(MATERIAL SHOWN begins)
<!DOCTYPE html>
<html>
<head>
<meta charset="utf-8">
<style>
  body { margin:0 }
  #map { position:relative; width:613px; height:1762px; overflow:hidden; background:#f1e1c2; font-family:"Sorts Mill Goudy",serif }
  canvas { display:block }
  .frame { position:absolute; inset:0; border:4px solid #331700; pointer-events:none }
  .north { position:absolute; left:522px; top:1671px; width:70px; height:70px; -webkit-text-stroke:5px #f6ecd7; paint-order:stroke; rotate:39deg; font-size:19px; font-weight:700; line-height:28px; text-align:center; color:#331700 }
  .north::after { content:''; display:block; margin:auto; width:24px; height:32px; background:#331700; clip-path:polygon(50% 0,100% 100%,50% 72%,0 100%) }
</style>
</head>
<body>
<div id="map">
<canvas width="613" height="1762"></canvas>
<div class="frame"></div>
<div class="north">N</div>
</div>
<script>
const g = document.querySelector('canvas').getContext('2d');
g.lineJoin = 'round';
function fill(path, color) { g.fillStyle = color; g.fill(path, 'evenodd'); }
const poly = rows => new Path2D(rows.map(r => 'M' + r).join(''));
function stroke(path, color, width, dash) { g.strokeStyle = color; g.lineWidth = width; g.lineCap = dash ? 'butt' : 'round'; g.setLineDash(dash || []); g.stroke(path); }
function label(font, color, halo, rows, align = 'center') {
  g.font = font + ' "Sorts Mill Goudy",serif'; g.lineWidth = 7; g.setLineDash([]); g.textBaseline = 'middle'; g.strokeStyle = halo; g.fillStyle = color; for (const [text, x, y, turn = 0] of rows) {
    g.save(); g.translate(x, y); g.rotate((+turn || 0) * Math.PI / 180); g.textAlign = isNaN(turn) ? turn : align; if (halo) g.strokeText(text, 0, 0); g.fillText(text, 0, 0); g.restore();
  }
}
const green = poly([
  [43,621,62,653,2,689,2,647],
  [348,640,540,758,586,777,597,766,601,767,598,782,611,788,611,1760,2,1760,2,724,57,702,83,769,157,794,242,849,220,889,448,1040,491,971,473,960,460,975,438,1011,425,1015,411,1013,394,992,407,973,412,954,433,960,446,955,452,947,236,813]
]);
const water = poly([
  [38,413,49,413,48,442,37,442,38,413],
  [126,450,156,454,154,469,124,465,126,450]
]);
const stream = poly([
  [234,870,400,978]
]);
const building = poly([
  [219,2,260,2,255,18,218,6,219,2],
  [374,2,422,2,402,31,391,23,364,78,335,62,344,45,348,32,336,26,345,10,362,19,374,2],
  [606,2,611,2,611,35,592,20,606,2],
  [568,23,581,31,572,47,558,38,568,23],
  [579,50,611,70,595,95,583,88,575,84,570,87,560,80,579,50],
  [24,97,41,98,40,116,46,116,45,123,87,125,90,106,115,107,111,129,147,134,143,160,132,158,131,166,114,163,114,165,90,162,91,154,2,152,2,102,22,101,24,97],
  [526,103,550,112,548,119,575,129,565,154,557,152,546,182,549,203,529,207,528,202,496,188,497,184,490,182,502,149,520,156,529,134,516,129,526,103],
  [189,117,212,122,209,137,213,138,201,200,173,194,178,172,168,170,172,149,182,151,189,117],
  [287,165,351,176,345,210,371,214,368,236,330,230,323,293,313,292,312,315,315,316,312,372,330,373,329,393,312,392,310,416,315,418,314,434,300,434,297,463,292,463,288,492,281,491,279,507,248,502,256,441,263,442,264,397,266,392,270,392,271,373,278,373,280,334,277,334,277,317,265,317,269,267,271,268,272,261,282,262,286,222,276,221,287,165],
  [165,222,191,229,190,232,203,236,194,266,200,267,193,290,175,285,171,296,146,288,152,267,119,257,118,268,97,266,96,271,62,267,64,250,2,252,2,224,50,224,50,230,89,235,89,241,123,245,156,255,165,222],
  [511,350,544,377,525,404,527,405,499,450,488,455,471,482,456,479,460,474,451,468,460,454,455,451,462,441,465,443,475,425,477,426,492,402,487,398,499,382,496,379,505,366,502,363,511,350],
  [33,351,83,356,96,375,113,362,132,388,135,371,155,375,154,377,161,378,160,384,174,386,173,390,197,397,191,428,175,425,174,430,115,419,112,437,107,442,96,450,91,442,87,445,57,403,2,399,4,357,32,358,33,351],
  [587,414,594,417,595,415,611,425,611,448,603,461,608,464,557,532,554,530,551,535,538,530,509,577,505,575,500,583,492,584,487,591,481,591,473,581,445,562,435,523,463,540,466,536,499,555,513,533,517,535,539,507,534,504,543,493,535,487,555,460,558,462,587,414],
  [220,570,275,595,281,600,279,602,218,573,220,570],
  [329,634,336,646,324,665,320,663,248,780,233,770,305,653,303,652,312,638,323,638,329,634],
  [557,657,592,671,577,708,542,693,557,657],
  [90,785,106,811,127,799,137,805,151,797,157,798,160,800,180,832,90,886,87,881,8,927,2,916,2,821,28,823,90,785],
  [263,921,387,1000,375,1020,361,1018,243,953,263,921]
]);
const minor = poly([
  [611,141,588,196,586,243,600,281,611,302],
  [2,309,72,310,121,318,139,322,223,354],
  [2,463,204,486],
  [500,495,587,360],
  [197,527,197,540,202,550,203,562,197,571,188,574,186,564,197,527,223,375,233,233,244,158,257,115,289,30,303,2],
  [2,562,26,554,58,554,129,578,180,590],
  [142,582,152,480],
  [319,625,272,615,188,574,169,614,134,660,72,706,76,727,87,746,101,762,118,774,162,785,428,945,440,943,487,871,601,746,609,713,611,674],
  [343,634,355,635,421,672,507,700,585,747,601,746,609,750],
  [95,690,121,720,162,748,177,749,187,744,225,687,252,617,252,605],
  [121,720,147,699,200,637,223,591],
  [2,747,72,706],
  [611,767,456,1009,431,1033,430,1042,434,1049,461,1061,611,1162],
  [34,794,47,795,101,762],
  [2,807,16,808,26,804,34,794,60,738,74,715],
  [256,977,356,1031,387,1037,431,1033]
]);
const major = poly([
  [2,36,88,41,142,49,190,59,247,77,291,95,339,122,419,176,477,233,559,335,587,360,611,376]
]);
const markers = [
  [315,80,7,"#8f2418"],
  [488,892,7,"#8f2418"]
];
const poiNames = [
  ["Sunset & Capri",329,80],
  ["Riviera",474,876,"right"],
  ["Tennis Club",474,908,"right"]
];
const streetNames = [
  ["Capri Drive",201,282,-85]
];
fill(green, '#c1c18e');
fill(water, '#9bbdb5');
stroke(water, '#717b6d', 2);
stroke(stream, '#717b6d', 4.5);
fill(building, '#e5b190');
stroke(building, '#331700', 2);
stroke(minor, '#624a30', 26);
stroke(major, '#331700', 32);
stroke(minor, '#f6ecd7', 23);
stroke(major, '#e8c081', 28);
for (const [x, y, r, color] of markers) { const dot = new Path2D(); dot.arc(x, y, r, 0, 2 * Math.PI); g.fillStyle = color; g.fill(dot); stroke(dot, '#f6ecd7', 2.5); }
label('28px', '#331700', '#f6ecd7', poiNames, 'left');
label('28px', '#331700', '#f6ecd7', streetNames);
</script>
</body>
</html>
(MATERIAL SHOWN ends)
- [DIRECTIONS] Please make your reply exactly the lines from the one containing "[256,977,356,1031,387,1037,431,1033]" through the end of the entries above, and nothing more.

- [RESULT FOR THIS TASK]
  [256,977,356,1031,387,1037,431,1033]
]);
const major = poly([
  [2,36,88,41,142,49,190,59,247,77,291,95,339,122,419,176,477,233,559,335,587,360,611,376]
]);
const markers = [
  [315,80,7,"#8f2418"],
  [488,892,7,"#8f2418"]
];
const poiNames = [
  ["Sunset & Capri",329,80],
  ["Riviera",474,876,"right"],
  ["Tennis Club",474,908,"right"]
];
const streetNames = [
  ["Capri Drive",201,282,-85]
];
fill(green, '#c1c18e');
fill(water, '#9bbdb5');
stroke(water, '#717b6d', 2);
stroke(stream, '#717b6d', 4.5);
fill(building, '#e5b190');
stroke(building, '#331700', 2);
stroke(minor, '#624a30', 26);
stroke(major, '#331700', 32);
stroke(minor, '#f6ecd7', 23);
stroke(major, '#e8c081', 28);
for (const [x, y, r, color] of markers) { const dot = new Path2D(); dot.arc(x, y, r, 0, 2 * Math.PI); g.fillStyle = color; g.fill(dot); stroke(dot, '#f6ecd7', 2.5); }
label('28px', '#331700', '#f6ecd7', poiNames, 'left');
label('28px', '#331700', '#f6ecd7', streetNames);
</script>
</body>
</html>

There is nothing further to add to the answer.